CANCIONES PARA LA ANGUSTIA
Durante todo ese tiempo, los amigos más cercanos ayudaron a mitigar esta crisis familiar, bombardeando a Andrea de libros y textos espirituales. Se reunían con ella a meditar, a hacer terapias, a cantar. Para dejar la rabia de lado y encontrar de nuevo espacios de paz, Andrea se concentró mucho en hacer meditación y en terminar su libro. "Recé mucho, pensé que en cualquier circunstancia, aún la más adversa, todavía es posible optar por vivir en la luz... En estos largos meses de trabajo terapéutico, de meditación y contemplación, me fui desprendiendo, como una cebolla, capa a capa, transformándome", escribe.
Poco a poco, la relación con sus hijas volvió a ser cariñosa y risueña como antes.
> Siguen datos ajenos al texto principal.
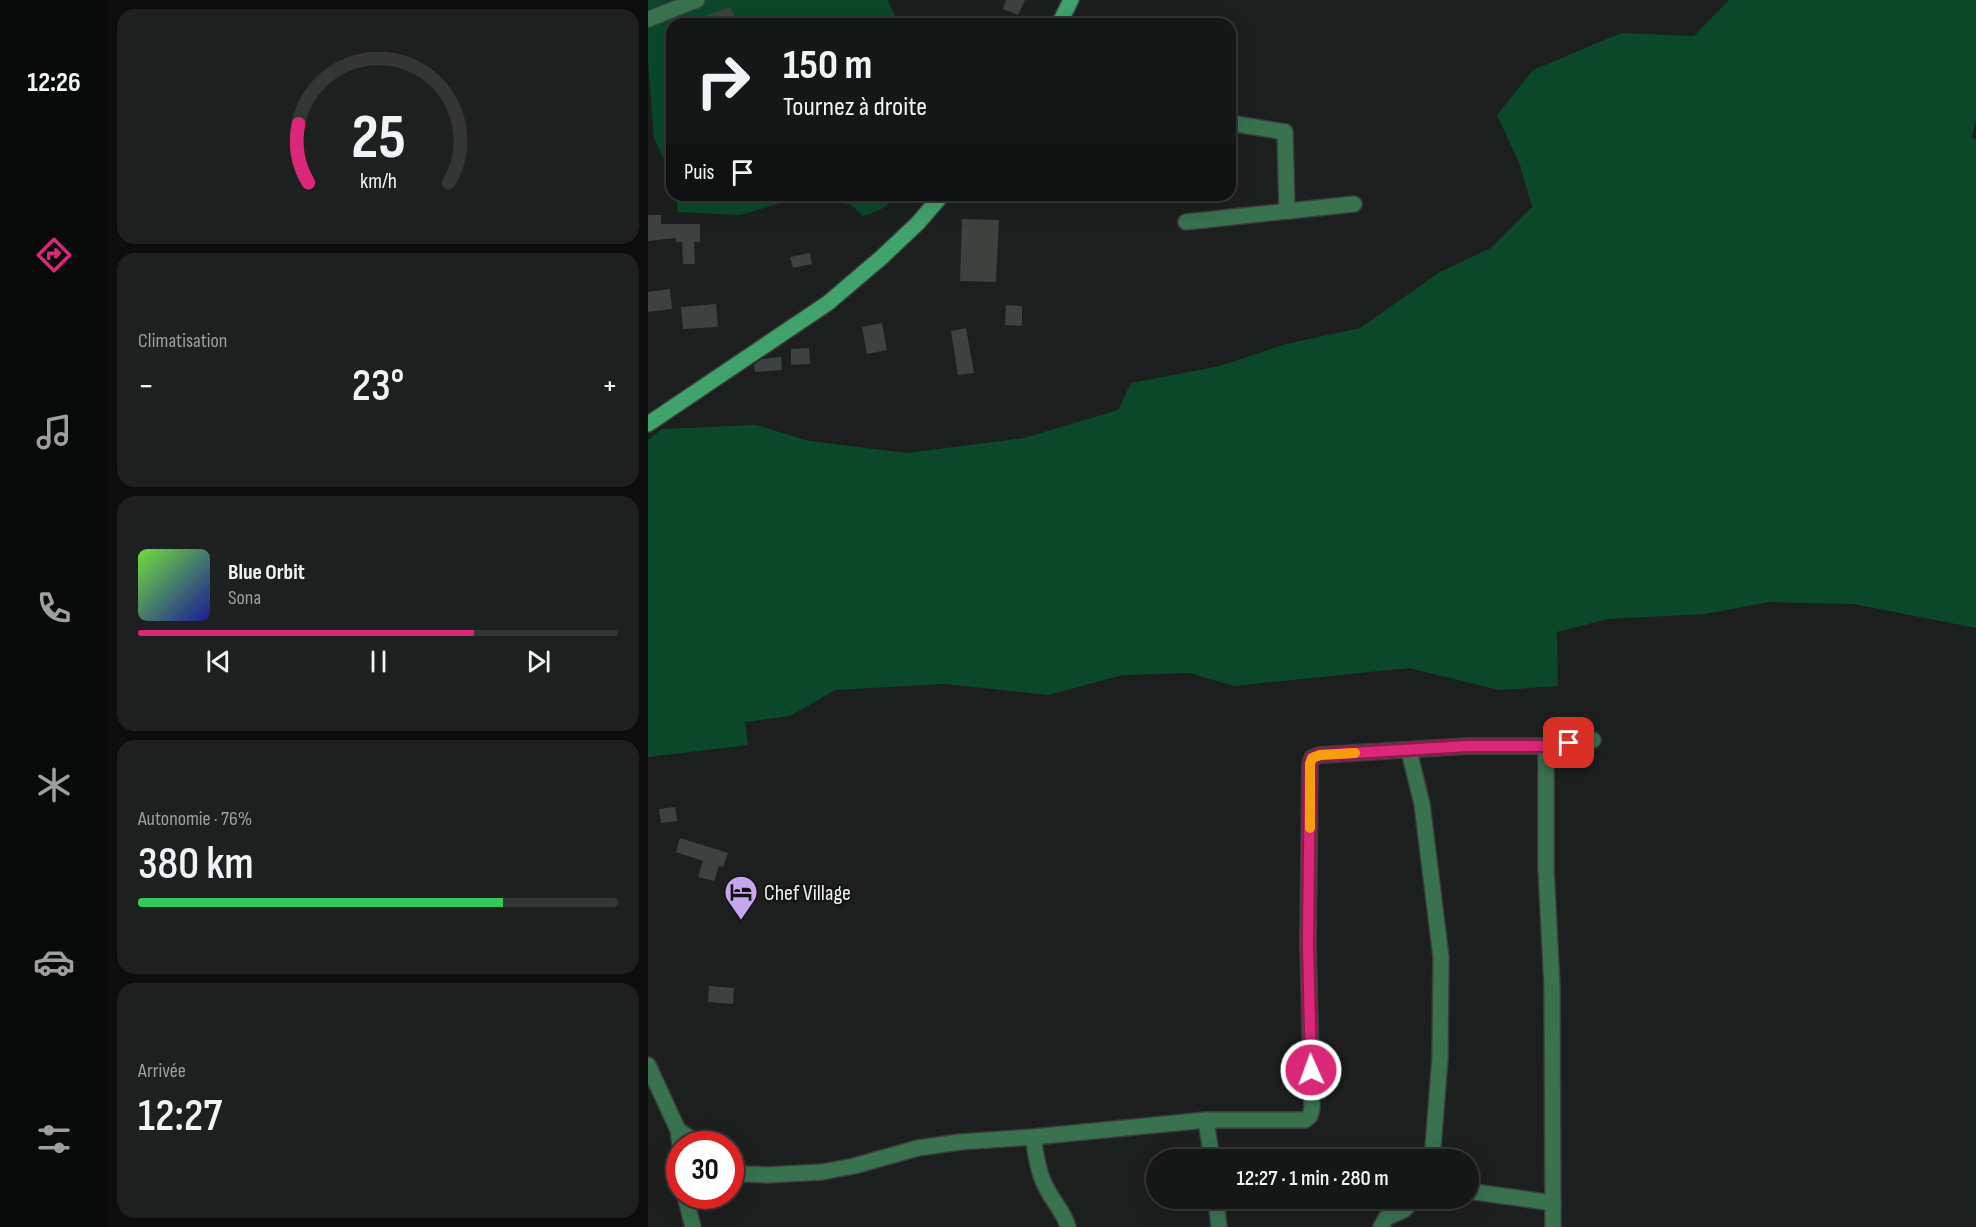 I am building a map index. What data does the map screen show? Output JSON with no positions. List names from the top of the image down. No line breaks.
{"places":{"hotel":["Chef Village"]},"page":{"tabs":"12:26","turn":["150 m","Tournez à droite"],"then":"Puis","tile":["Climatisation",["Autonomie · 76%","380 km"],["Arrivée","12:27"]],"heat":["−","23°","+"],"song":["Blue Orbit","Sona"],"limit":"30","trip":"12:27 · 1 min · 280 m","gauge":["25","km/h"]}}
Su hija menor volvió a vivir a la casa.
"Cuando nos reconciliamos con mi mamá, me di cuenta de que las dos somos parecidas. Somos más sensibles y emocionales, mientras que mi papá y la Maca son más racionales. Quizás por eso yo soy la que ayuda a mi mamá con sus crisis de angustia. A veces la veo llorando sola y trato de distraerla para que se le pase. Le pongo un CD que le guste de Serrat o Sabina y empezamos a concentrarnos en la letra. Es una terapia musical que inventé", dice Antonia, que hoy tiene 15 y todos los días llega del colegio a conversarle a su mamá sobre sus series y libros favoritos. "Es la única que me escucha mis cosas nerds. Me mira con su risa irónica. Y después me sorprende con regalos que solo se le ocurren a ella, como un póster gigante de Harry Potter que encargó de Inglaterra", dice Antonia.
El día del lanzamiento del libro, mientras Macarena ayudaba a su mamá a peinarse y a maquillarse, Antonia se dedicó a ensayar en su pieza un texto que había escrito especialmente para la presentación. Lo corrigió y reescribió varias veces en los días anteriores. Estaba muy nerviosa. ¿Le gustaría a su mamá? Partieron al colegio en un transporte especial para sillas de ruedas, el mismo que han usado estos años para ir con su mamá al teatro, exposiciones y recitales como los de Silvio Rodríguez y Manuel García. Cuando llegaron, había más de 400 personas que no cabían en el salón y tuvieron que abrir una segunda sala con pantalla gigante. Se sentaron los cuatro en la primera fila. En la presentación, el ministro Nicolás Eyzaguirre, primo de Andrea, cantó canciones de Violeta Parra en guitarra. Antonia estaba con el corazón acelerado. Pero cuando le tocó su turno, leyó con voz clara su texto, que finalizaba con estas palabras: "Gracias, mamá. Gracias por contar tu historia, gracias por enseñarme todo esto y más, gracias por pelear por nosotros, gracias por ser mamá. Simplemente, gracias por estar viva". Entonces levantó la vista del papel y lo primero que vio fue la sonrisa cómplice de su mamá.